Published: 5/17/2021 2:59:59 PM
As someone who grew up Catholic and retains a serious interest in the mission of the church, it is distressing for me that some American Catholic bishops and the Vatican have recently shown us once again where they think the priority must lie in Catholic social teaching today: not on the devastations of war nor on the crushing poverty that has been exacerbated in many nations by the pandemic, nor on shameful income inequality, etc.
To be fair, these are the kinds of issues addressed, and generally humanely, over many decades by official Catholic social teaching. And most Catholics agree with those teachings. But one would have to be deaf not to hear what many of the bishops and the Vatican think are the most pressing social issues of our present time: human sexuality and reproduction, and here their opinions are largely rejected by the laity.

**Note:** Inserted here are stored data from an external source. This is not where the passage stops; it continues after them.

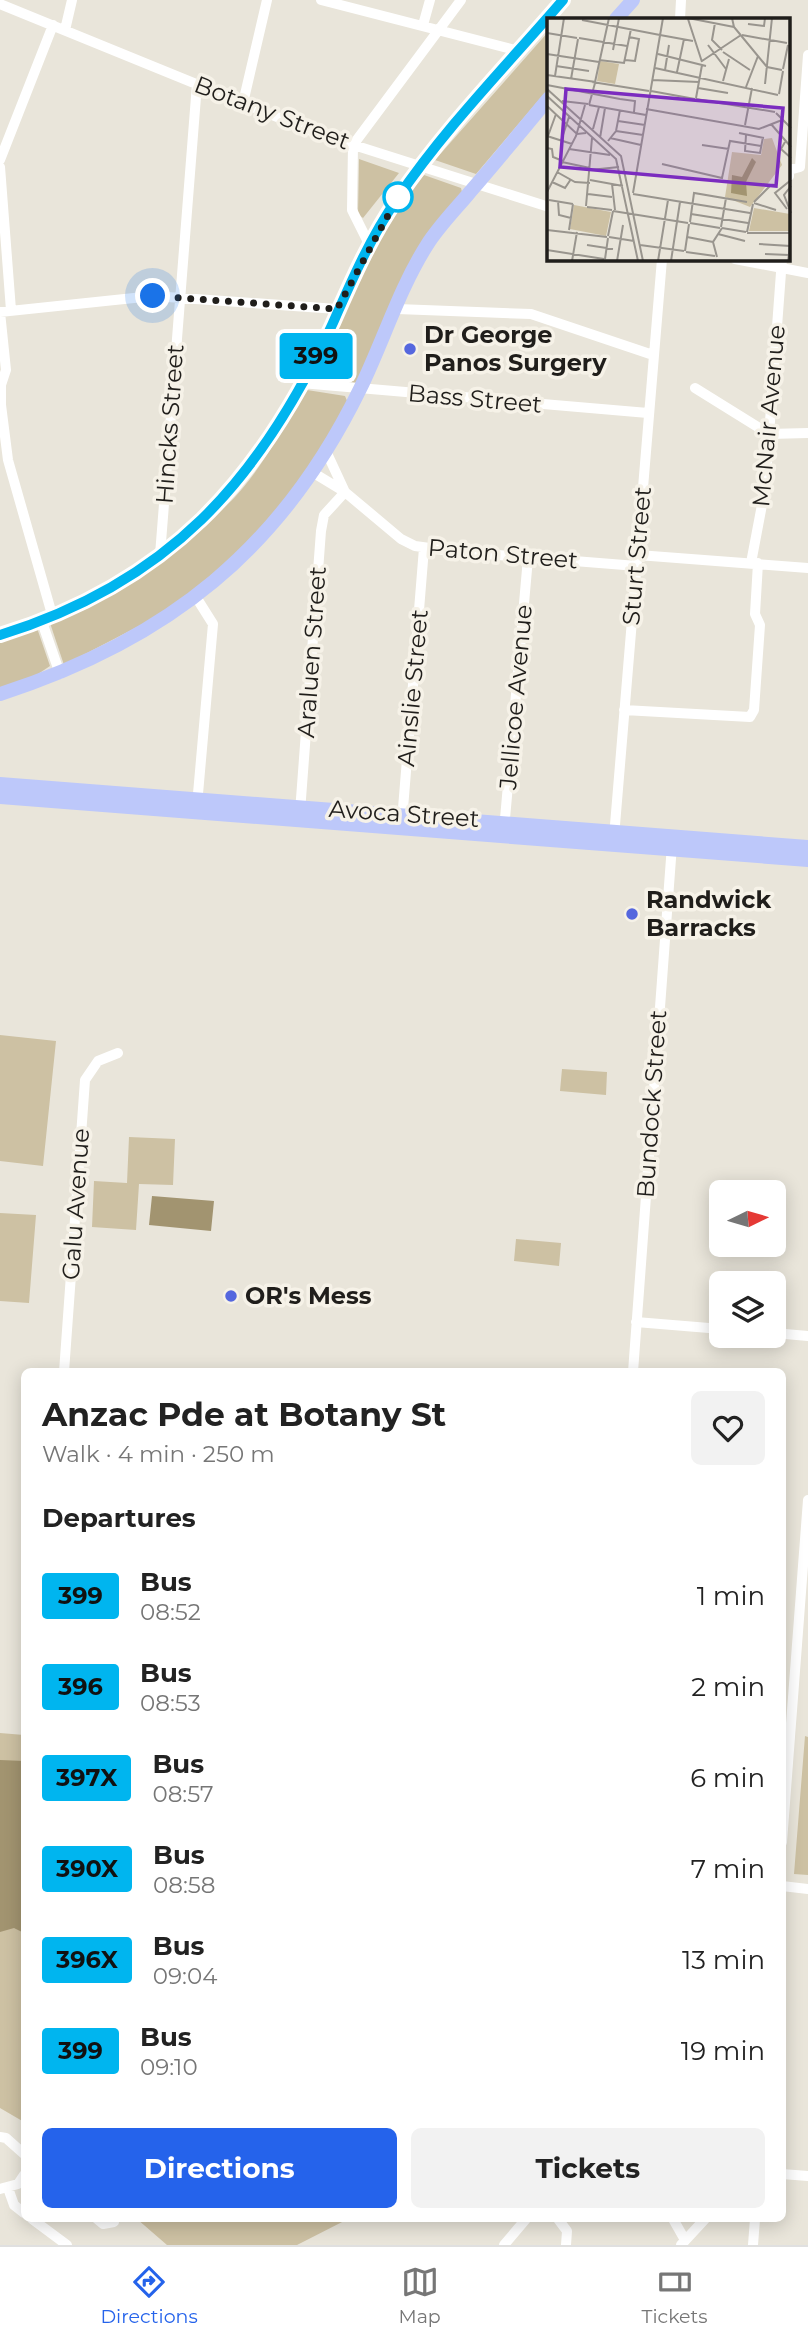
<!DOCTYPE html>
<meta charset="utf-8">
<style>
:root{--surface:#fff;--page:#f2f2f2;--text:#222;--muted:#767676;--line:#e0e0e0;--accent:#2563eb}
body{margin:0;font-family:Montserrat,sans-serif;background:var(--page);color:var(--text);height:100vh;display:flex;flex-direction:column;font-size:26px;white-space:nowrap}
*{box-sizing:border-box;margin:0}
p{font-size:23px;color:var(--muted)}
.icon{flex:none;width:38px;height:38px;fill:none;stroke:currentColor;stroke-width:2;stroke-linecap:round;stroke-linejoin:round}
.map{position:relative;flex:1;overflow:hidden}
.drawer{position:absolute;left:21px;top:1368px;width:765px;height:854px;display:flex;flex-direction:column;background:var(--surface);border-radius:10px;box-shadow:0 4px 18px #0003}
.drawer>*{flex:none}
.badge{padding:0 14px;border-radius:5px;font-size:24px;line-height:46px}
.needle{width:46px;rotate:85deg}
.fabs{position:absolute;left:709px;top:1180px;display:grid;gap:14px}
.fabs a{display:grid;place-items:center;width:77px;height:77px;border-radius:10px;background:var(--surface);box-shadow:0 4px 18px #0003;font-size:35px}
.you{position:absolute;width:35px;height:35px;margin:-18px;border:5px solid #fff;border-radius:50%;background:#1a73e8;box-shadow:0 0 0 10px #1a73e833}
.map>.badge{position:absolute;translate:-50% -50%;box-shadow:0 0 0 4px #fff}
h2{padding:0 21px;font-size:26px;line-height:63px}
.round{display:grid;place-items:center;flex:none;width:74px;height:74px;border-radius:10px;background:var(--page)}
.summary{display:flex;align-items:center;justify-content:space-between;height:119px;padding:0 21px}
h1{font-size:33px;font-weight:700;line-height:52px}
.cta{display:flex;gap:14px;margin-top:auto;padding:14px 21px}
.cta a{flex:1;height:80px;border-radius:10px;background:var(--accent);color:#fff;font-size:28px;font-weight:700;line-height:80px;text-align:center}
.cta a+a{background:var(--page);color:var(--text)}
ul{padding:0;list-style:none}
li{display:flex;align-items:center;gap:21px;height:91px;padding:0 21px}
li div{flex:1}
li b{display:block;font-size:26px}
li em{font-style:normal}
li .badge{min-width:77px;font-weight:700;text-align:center}
.menu{display:flex;justify-content:space-around;align-items:center;height:98px;border-top:2px solid var(--line);background:var(--surface);font-size:19px;color:var(--muted)}
.menu a{display:grid;justify-items:center;gap:4px}
.menu .on{color:var(--accent)}
.map>svg:first-child{display:block}
</style>
<div class="map">
<svg width="808" height="2245" viewBox="0 0 808 2245">
<rect width="100%" height="100%" fill="#e9e5da"/>
<path fill="#cdc1a3" d="M549 31V88L476 174 435 160Z
M359 159 399 173 363 218 358 214Z
M424 175 461 188 462 192 358 384 321 380 313 370 374 248 419 179Z
M307 390 345 396 348 403 302 480 247 546 166 612 64 665 50 623C106 588 181 550 227 505 259 474 281 432 302 394Z
M37 628 50 666 29 680 0 689V641Z
M0 1035 56 1041 43 1166 0 1161Z
M562 1069 607 1072 606 1095 560 1091Z
M129 1137 175 1139 173 1185 139 1184 136 1230 92 1227 94 1181 127 1183Z
M0 1213 36 1215 29 1303 0 1301Z
M516 1239 561 1243 559 1266 514 1261Z
M0 1733 24 1735V2122L0 2108Z
M805 1736 808 1737V1875L794 1874Z
M137 2219H348L297 2245H167Z"/>
<path fill="#a29470" d="M152 1196 214 1201 211 1231 149 1225Z
M0 1760 24 1761V1933L14 1928 0 1932Z"/>
<g fill="none" stroke-linecap="round" stroke-linejoin="round">
<path stroke="#fff" stroke-width="10" d="M321 0 519 51
M0 4 319 134 549 207
M680 19 681 0
M423 25 430 0
M65 30 72 0
M243 103 267 0
M0 160 53 25
M0 167 11 310
M789 176V170L800 167 808 55
M369 244 352 210 353 145 461 0
M735 259 808 273
M397 309 531 314 653 355
M0 312 153 296 337 309
M0 312 6 370 1 385V405L8 460 53 618
M301 383 648 413
M695 388 769 434 808 433
M326 451 345 492
M312 472 345 492 401 539 415 546 459 552 637 566
M160 555 197 84
M638 555 808 568
M751 563 765 489 782 259
M196 597 213 624 197 805
M42 622 60 674
M624 710 750 717 754 710 760 625 755 614 758 563
M300 812 321 531 324 515 345 492
M402 821 424 548
M504 830 528 558
M614 837 662 259
M636 1322 721 1329
M774 1333 808 1336
M64 1372 85 1080 98 1061 118 1053
M633 1372 672 845
M782 1842 808 1500
M782 1886 808 1889
M0 2137 6 2138 24 2154
M782 2174 808 2176
M8 2188 14 2205 24 2213
M0 2189 18 2184 24 2175
M32 2219 67 2245
M97 2219 103 2224 114 2222
M558 2219 567 2231 566 2245
M673 2219 685 2240
M504 2245 526 2219
M681 2245 705 2219
M753 2245 755 2219"/>
<path stroke="#bdc8fa" stroke-width="14" d="M616 19 633 0
M0 635C168 583 260 482 332 325 351 282 370 238 397 198 445 128 508 65 563 0
M0 694C168 640 282 549 360 389 383 342 399 289 427 245 439 226 456 209 470 192 497 161 523 129 549 98
M0 784 808 847
M0 797 808 860"/>
</g>
<g fill="none" stroke-linecap="round" stroke-linejoin="round">
<g stroke="#fff" stroke-width="16">
<path id="line" d="M0 635C168 583 259 482 332 325 351 282 370 238 397 199 444 129 508 64 563 0"/>
</g>
<use href="#line" stroke="#00b5ef" stroke-width="10"/>
<path stroke="#201e1b" stroke-width="7" stroke-dasharray="0 12.6" d="M153 296 337 309 398 197"/>
</g>
<circle fill="#fff" stroke="#00b5ef" stroke-width="3.5" cx="398" cy="197" r="14"/>
<g fill="#5567de" stroke="#f6f2e8" stroke-width="2.5">
<circle cx="410" cy="349" r="7"/>
<circle cx="632" cy="914" r="7"/>
<circle cx="231" cy="1296" r="7"/>
</g>
<g text-anchor="middle" stroke-width="7" stroke-linejoin="round" paint-order="stroke">
<g font-size="24" fill="#201e1b" stroke="#f6f2e8">
<text transform="translate(272 113) rotate(21)" y="8">Botany Street</text>
<text transform="translate(475 399) rotate(5)" y="8">Bass Street</text>
<text transform="translate(769 416) rotate(-85)" y="8">McNair Avenue</text>
<text transform="translate(170 424) rotate(-86)" y="8">Hincks Street</text>
<text transform="translate(503 554) rotate(5)" y="8">Paton Street</text>
<text transform="translate(637 556) rotate(-85)" y="8">Sturt Street</text>
<text transform="translate(312 652) rotate(-86)" y="8">Araluen Street</text>
<text transform="translate(413 688) rotate(-85)" y="8">Ainslie Street</text>
<text transform="translate(516 697) rotate(-85)" y="8">Jellicoe Avenue</text>
<text transform="translate(404 814) rotate(4)" y="8">Avoca Street</text>
<text transform="translate(652 1104) rotate(-86)" y="8">Bundock Street</text>
<text transform="translate(76 1204) rotate(-86)" y="8">Galu Avenue</text>
</g>
<g font-size="24" font-weight="bold" fill="#201e1b" stroke="#f6f2e8" text-anchor="start">
<text x="424" y="343">Dr George<tspan x="424" dy="28">Panos Surgery</tspan></text>
<text x="646" y="908">Randwick<tspan x="646" dy="28">Barracks</tspan></text>
<text x="245" y="1304">OR's Mess</text>
</g>
</g>
<g transform="translate(547 18)">
<rect width="243" height="243" fill="#e9e5da"/>
<path d="M53 43 72 46 68 66 50 63ZM225 120 235 147 203 189 178 179 185 134 214 137 217 121ZM27 187 64 194 59 218 23 211ZM207 190 243 196V213H202Z" fill="#cdc1a3"/>
<path d="M205 140 209 144 199 164 200 178 184 175 185 157 195 159Z" fill="#a29470"/>
<path fill="none" stroke="#99958e" stroke-width="2" d="M141 0 187 9M185 0 187 9 220 49 235 52M141 1 155 44M35 2 113 17M168 5 165 22 175 32M201 6 217 8 218 0M0 15 30 20M113 17 146 23M195 17 240 25M32 20 80 28M161 27 179 51M66 32 72 0M176 34 203 52M0 36 52 44M111 36 159 48M52 42 77 45 84 11M78 42 88 43 92 21 82 19M155 43 194 17M9 48 42 53M108 50 231 77M236 51 241 27M118 52 122 27M130 54 137 21M0 57 49 64M8 58 17 0M24 61 31 21M105 62 152 64M176 63 182 41M45 64 102 73M48 64 62 0M218 66 225 0M0 67 73 81M199 69 211 38M151 70 181 75M0 71 74 138 96 243M104 73 148 81M232 76 236 53M0 78 69 141 91 243M149 80 155 47M73 81 88 83 87 94M149 81 228 94M15 83 41 86M42 87 99 97M42 87 48 65M0 88 30 116 39 115M99 91 212 111 235 102M229 95 244 110M71 103 98 107M224 106 244 129M198 107 205 70M46 111 52 89M69 113 96 117M192 115 217 120M199 117 198 133 213 135 216 119M0 118 25 126M1 118 9 96M53 120 58 90M63 120 94 127M14 123 22 99M61 123 69 113 73 92M238 124 234 131 244 140M155 127 182 131M0 130 5 131 6 139 16 143M22 131 63 137M15 144 43 150M115 146 175 160 183 123 214 128M43 152 72 149M10 154 28 164 43 165M43 162 76 168M5 164 18 170 24 161M65 166 68 192M244 168 237 177 244 195M0 174 29 118 38 87M0 174V211M86 175 116 0M41 176 65 179M86 176 203 195M2 182 26 186M11 183 12 197 24 200M207 184 224 167 218 168M207 185 229 192M39 188 45 120M40 189 65 192M240 191 228 175 244 162M66 193 141 205M144 196 201 205M143 204 147 175 200 184M143 205 173 210M174 209 179 180M175 210 199 214M0 212 60 219M22 212 26 186M200 214 206 186M200 215H244M171 216 198 223M61 218 66 193M62 219 87 223M140 219 166 224M212 226 243 228 241 243M40 227 66 231M93 227 137 233M0 232 57 241M138 233 142 206M139 234 168 238M218 236 242 237M170 239 166 224 175 210M58 241 61 220M25 243 30 214M70 243 76 207M111 243 121 182M124 243 133 184"/>
<path fill="#7b2cbf" fill-opacity="0.15" stroke="#7b2cbf" stroke-width="3.5" d="M19 71 236 90 229 168 13 149Z"/>
<rect width="243" height="243" fill="none" stroke="#201e1b" stroke-width="3.5"/>
</g>
</svg>
<div class="fabs">
<a><svg class="needle" viewBox="-14 -14 28 28"><path d="M0-13l5 13h-10z" fill="#e53935"/><path d="M0 13l5-13h-10z" fill="#767676"/></svg></a>
<a><svg class="icon" aria-label="layers" viewBox="0 0 24 24"><path d="M12 4l9 5-9 5-9-5zM3 14l9 5 9-5"/></svg></a>
</div>
<div class="you" style="left:153px;top:296px"></div>
<b class="badge" style="left:316px;top:356px;background:#00b5ef;color:#111">399</b>
<section class="drawer">
<div class="summary"><div><h1>Anzac Pde at Botany St</h1><p>Walk · 4 min · 250 m</p></div><a class="round"><svg class="icon" aria-label="heart" viewBox="0 0 24 24"><path d="M12 20l-8-8c-3-5 5-10 8-4 3-6 11-1 8 4z"/></svg></a></div>
<h2>Departures</h2>
<ul>
<li><span class="badge" style="background:#00b5ef;color:#111">399</span><div><b>Bus</b><p>08:52</p></div><em>1 min</em></li>
<li><span class="badge" style="background:#00b5ef;color:#111">396</span><div><b>Bus</b><p>08:53</p></div><em>2 min</em></li>
<li><span class="badge" style="background:#00b5ef;color:#111">397X</span><div><b>Bus</b><p>08:57</p></div><em>6 min</em></li>
<li><span class="badge" style="background:#00b5ef;color:#111">390X</span><div><b>Bus</b><p>08:58</p></div><em>7 min</em></li>
<li><span class="badge" style="background:#00b5ef;color:#111">396X</span><div><b>Bus</b><p>09:04</p></div><em>13 min</em></li>
<li><span class="badge" style="background:#00b5ef;color:#111">399</span><div><b>Bus</b><p>09:10</p></div><em>19 min</em></li>
</ul>
<div class="cta"><a>Directions</a><a>Tickets</a></div>
</section>
</div>
<nav class="menu">
<a class="on"><svg class="icon" aria-label="directions" viewBox="0 0 24 24"><path d="M12 3l9 9-9 9-9-9zM9 14v-3h6M13 9l2 2-2 2"/></svg>Directions</a>
<a><svg class="icon" aria-label="map" viewBox="0 0 24 24"><path d="M3 6l6-2 6 2 6-2v14l-6 2-6-2-6 2zM9 4v14M15 6v14"/></svg>Map</a>
<a><svg class="icon" aria-label="tickets" viewBox="0 0 24 24"><path d="M3 7h18v10H3zM15 7v10"/></svg>Tickets</a>
</nav>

Consider these two examples. First, some U.S. Catholic bishops want to pass a decree banning Catholics who support a women’s right to choose from receiving communion. Even for the Vatican this goes too far, but the direction is revealing: we (celibate males) will do everything possible to keep women from controlling their own reproduction.
Second, there is the recent pronouncement by the Vatican on same-sex unions. It was reported last fall that Pope Francis had defended such unions, saying, “Homosexual people have the right to be in a family. They are children of God.” This apparently distressed some in Rome as too tolerant, so a statement was issued that contradicted the pope.
But neither the Vatican nor the bishops are by themselves the church, the vast body of which consists of laypersons, a majority of whom have direct experience with marital and family life. While the bishops continue to rail against choice and gay marriage, the laity long ago voiced their approval (by up to 2-to-1 in a recent Pew poll of U.S. Catholics, and as much as 10-to-1 in some European countries).
On such questions the hierarchy is fighting a battle it long since lost. The great majority of Catholic laypeople in the U.S. obviously think the celibate males in the hierarchy have neither authority nor credibility on such questions. Shepherds, heed your flock!